Towards architecture-centric static security analysis of software
Karsten Sohr and Bernhard Berger.
Static security analysis of software has made great progress in the last years. In particular, this applies to the detection of low-level security bugs such as buffer overflows, Cross-Site Scripting and SQL injection vulnerabilities. Complementarily to commercial static code review tools, we present an approach to the static security analysis which is based upon the software architecture using a reverse engineering tool-suite called Bauhaus. This allows one to analyze software on a more abstract level, and a more focused analysis is possible, concentrating on software modules marked as security-critical. In addition, certain security flaws can be detected on the architectural level such as the circumvention of APIs or incomplete enforcement of access control. We discuss our approach in the context of a business application and Android’s Java-based middleware.
Model-driven Security Policy Deployment: Property Oriented Approach
Stere Preda, Nora Cuppens-Boulahia, Frédéric Cuppens, Joaquin Garcia-Alfaro and Laurent Toutain.
We focus in this paper on the issue of formally validating the deployment of access control security policies.

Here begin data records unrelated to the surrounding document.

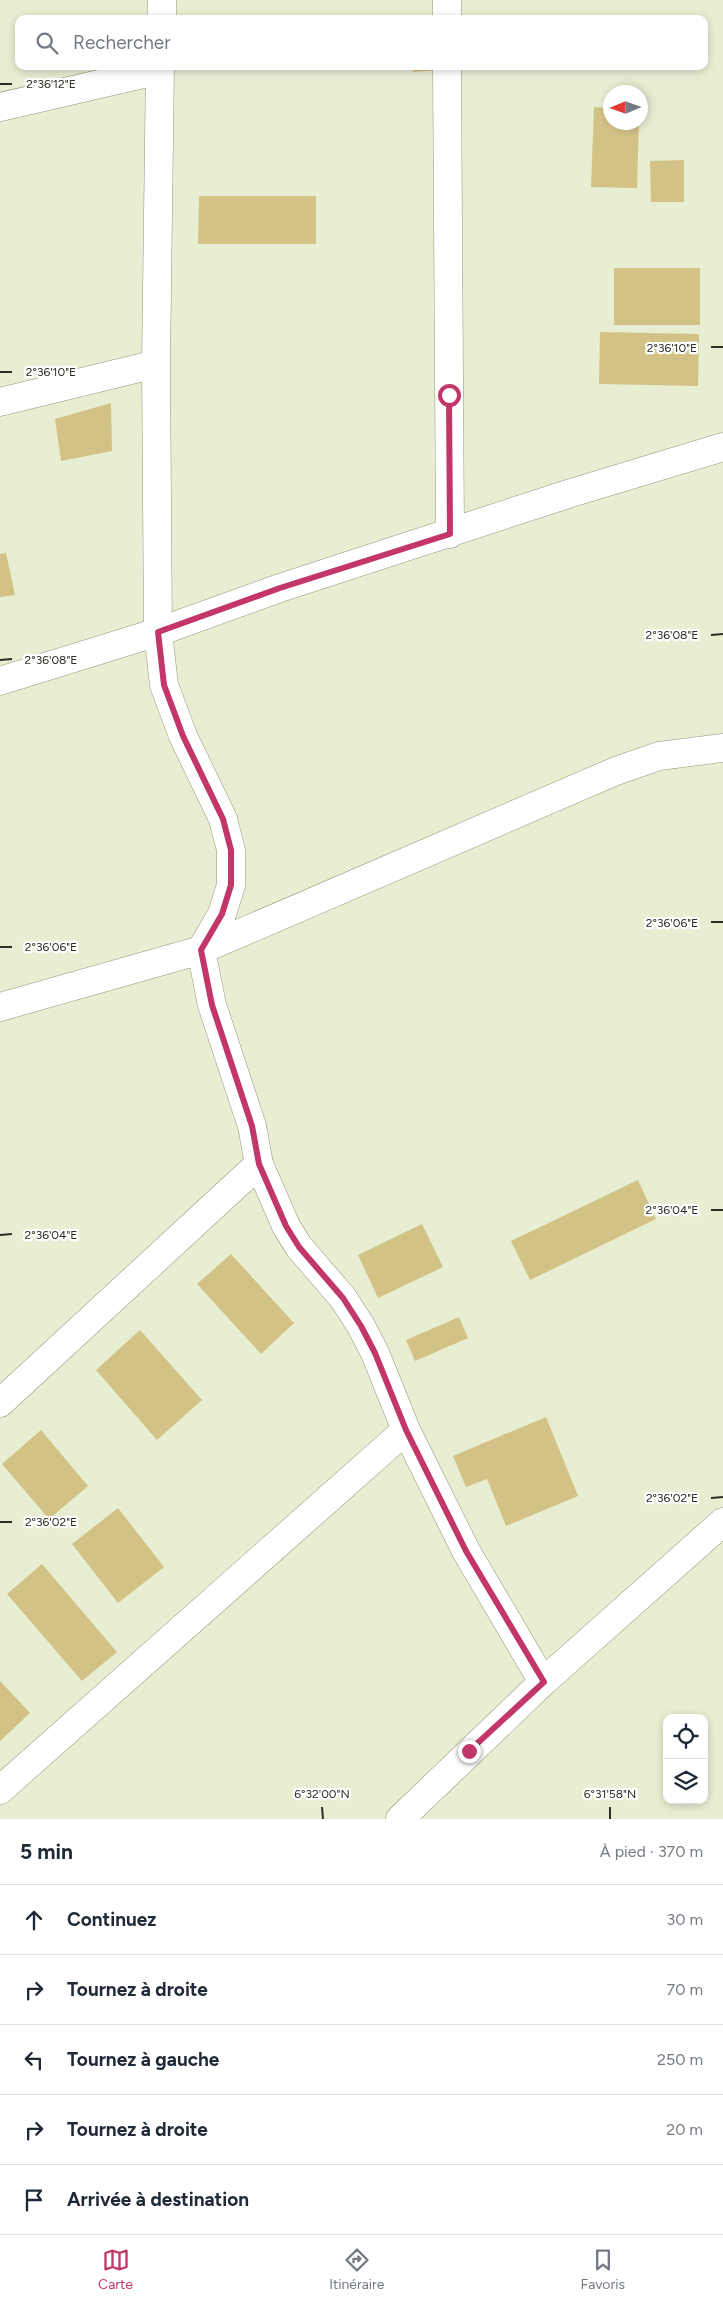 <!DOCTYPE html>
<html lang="fr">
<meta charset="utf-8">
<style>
body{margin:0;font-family:Figtree,sans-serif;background:#f6f6f7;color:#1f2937}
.controls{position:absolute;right:15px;bottom:15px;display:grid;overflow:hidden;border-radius:10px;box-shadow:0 2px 8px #0003}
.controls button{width:45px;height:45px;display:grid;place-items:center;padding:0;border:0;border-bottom:1px solid #e0e1e3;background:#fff;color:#1f2937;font:25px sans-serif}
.compass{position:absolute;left:603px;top:85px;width:45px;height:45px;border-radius:50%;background:#fff;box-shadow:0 2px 8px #0003;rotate:268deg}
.stop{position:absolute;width:15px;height:15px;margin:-11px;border:4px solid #c33669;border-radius:50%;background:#fff}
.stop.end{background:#c33669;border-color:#fff;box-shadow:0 1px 5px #0008}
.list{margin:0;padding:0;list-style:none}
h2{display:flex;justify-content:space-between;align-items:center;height:65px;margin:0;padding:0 20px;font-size:21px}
h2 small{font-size:16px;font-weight:400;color:#747a83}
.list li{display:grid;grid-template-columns:32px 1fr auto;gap:15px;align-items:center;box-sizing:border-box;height:70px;padding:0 20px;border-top:1px solid #e0e1e3}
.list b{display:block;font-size:19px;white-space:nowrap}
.list em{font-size:16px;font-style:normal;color:#747a83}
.icon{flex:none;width:28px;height:28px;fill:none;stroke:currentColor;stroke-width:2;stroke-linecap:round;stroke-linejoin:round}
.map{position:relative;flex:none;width:723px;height:1819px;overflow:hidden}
.search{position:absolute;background:#fff;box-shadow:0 2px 8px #0003;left:15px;right:15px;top:15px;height:55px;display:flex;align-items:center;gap:12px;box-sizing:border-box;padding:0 18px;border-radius:10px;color:#747a83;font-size:19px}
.sheet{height:415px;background:#fff}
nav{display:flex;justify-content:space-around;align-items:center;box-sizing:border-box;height:70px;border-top:1px solid #e0e1e3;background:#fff;font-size:14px;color:#747a83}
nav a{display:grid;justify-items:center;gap:2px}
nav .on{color:#c33669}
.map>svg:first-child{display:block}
</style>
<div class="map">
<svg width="723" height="1819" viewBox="0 0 723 1819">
<rect width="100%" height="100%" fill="#e7eed2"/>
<path fill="#d3c286" d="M412,66H440L441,70L413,72Z
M594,107L610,108V122H639L637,188L591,187Z
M684,160V202H651L650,161Z
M199,196H316V244H198Z
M614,268H700V325H614Z
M600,332L699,334L698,386L599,384Z
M111,403L112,451L61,461L55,419Z
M6,553L15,595L0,597V554Z
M638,1180L656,1219L530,1280L511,1241Z
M422,1224L443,1267L378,1298L358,1255Z
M231,1254L294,1323L261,1354L197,1284Z
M459,1317L468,1338L415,1361L406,1340Z
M140,1330L202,1400L157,1440L96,1370Z
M546,1417L578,1496L506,1526L487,1479L466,1487L453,1456Z
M41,1430L88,1486L49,1519L2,1464Z
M118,1508L164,1567L118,1603L72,1544Z
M42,1564L117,1652L82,1681L7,1594Z
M0,1681L30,1713L0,1741Z"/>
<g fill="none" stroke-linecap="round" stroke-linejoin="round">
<g stroke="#91977d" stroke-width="29">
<path id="minor" d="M447,0V19
M162,19V0
M160,66L156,364L158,632L164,685L183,736L223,819L231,850V885L222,914L201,950L212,1005L252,1126L259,1164L286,1226L299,1247L343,1298L361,1326L375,1353L406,1430L466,1551L543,1682
M447,66L450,534
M0,107L160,70
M0,402L156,364
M0,681L158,632L280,588L571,493L723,447
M0,1007L201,950L616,771L659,756L723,748
M0,1403L259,1164
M0,1790L406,1430
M400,1819L543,1682L723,1522"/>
</g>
<use href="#minor" stroke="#fff" stroke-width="28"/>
</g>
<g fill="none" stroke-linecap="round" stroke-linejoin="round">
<path stroke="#c33669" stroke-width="6" d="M449,395L450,534L280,588L158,632L164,685L183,736L223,819L231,850V885L222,914L201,950L212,1005L252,1126L259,1164L286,1226L299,1247L343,1298L361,1326L375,1353L406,1430L466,1551L544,1682L469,1751"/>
</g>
<path fill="none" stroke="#2c2f24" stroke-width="2" d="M0,84H12M711,347H723M0,372H12M711,635L723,634M0,660L12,659M711,922H723M0,947H12M711,1210H723M0,1235L12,1234M711,1498L723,1497M0,1522H12M322,1807L323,1819M610,1807V1819"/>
<g font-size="12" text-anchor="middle" fill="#2c2f24" stroke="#fff" stroke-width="4.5" stroke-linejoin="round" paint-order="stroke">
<text x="51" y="88">2°36'12"E</text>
<text x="672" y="352">2°36'10"E</text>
<text x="51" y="376">2°36'10"E</text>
<text x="672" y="639">2°36'08"E</text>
<text x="51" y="664">2°36'08"E</text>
<text x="672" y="927">2°36'06"E</text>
<text x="51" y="951">2°36'06"E</text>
<text x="672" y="1214">2°36'04"E</text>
<text x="51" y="1239">2°36'04"E</text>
<text x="672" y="1502">2°36'02"E</text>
<text x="51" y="1526">2°36'02"E</text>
<text x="322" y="1798">6°32'00"N</text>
<text x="610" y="1798">6°31'58"N</text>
</g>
</svg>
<div class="controls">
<button><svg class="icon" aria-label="locate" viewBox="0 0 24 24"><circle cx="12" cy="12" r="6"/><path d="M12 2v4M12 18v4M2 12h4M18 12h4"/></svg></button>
<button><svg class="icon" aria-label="layers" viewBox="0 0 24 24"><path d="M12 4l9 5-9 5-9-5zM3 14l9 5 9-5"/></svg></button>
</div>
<svg class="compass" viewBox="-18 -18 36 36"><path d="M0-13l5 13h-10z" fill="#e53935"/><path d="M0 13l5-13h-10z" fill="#747a83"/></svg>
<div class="stop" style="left:449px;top:395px"></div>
<div class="stop end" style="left:469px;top:1751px"></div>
<div class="search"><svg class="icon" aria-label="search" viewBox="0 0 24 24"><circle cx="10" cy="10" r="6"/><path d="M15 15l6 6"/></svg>Rechercher</div>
</div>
<section class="sheet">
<h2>5 min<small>À pied · 370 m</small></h2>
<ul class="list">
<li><svg class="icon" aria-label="ahead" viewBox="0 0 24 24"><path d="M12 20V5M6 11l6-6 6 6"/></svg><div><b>Continuez</b></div><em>30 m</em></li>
<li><svg class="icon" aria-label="right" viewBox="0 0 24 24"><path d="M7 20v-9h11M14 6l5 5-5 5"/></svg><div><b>Tournez à droite</b></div><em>70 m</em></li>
<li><svg class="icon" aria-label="left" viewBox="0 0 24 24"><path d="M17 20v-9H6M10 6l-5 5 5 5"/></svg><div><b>Tournez à gauche</b></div><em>250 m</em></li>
<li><svg class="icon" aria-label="right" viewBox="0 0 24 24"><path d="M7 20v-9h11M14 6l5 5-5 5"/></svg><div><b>Tournez à droite</b></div><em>20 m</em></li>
<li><svg class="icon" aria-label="arrive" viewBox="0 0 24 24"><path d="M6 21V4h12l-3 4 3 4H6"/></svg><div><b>Arrivée à destination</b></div></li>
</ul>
</section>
<nav>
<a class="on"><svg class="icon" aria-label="map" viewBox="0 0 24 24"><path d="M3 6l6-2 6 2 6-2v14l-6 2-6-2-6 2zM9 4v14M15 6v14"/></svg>Carte</a>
<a><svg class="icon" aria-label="directions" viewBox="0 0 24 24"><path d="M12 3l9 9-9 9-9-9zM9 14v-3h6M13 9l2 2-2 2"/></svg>Itinéraire</a>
<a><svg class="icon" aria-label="saved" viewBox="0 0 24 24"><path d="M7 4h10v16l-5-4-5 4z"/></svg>Favoris</a>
</nav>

Our proposal is the following. First, as input to our approach, we consider a formal expression of the security requirements related to a given system; this ensures the deployment of an anomaly free abstract security policy. Second, we develop the algorithms using a theorem proving approach with a modeling language allowing the specification of the system, of the link between the system and the policy and of certain target security properties. As a result, we obtain a set of proved algorithms that constitute the certified technique for an automatic reliable security policy deployment.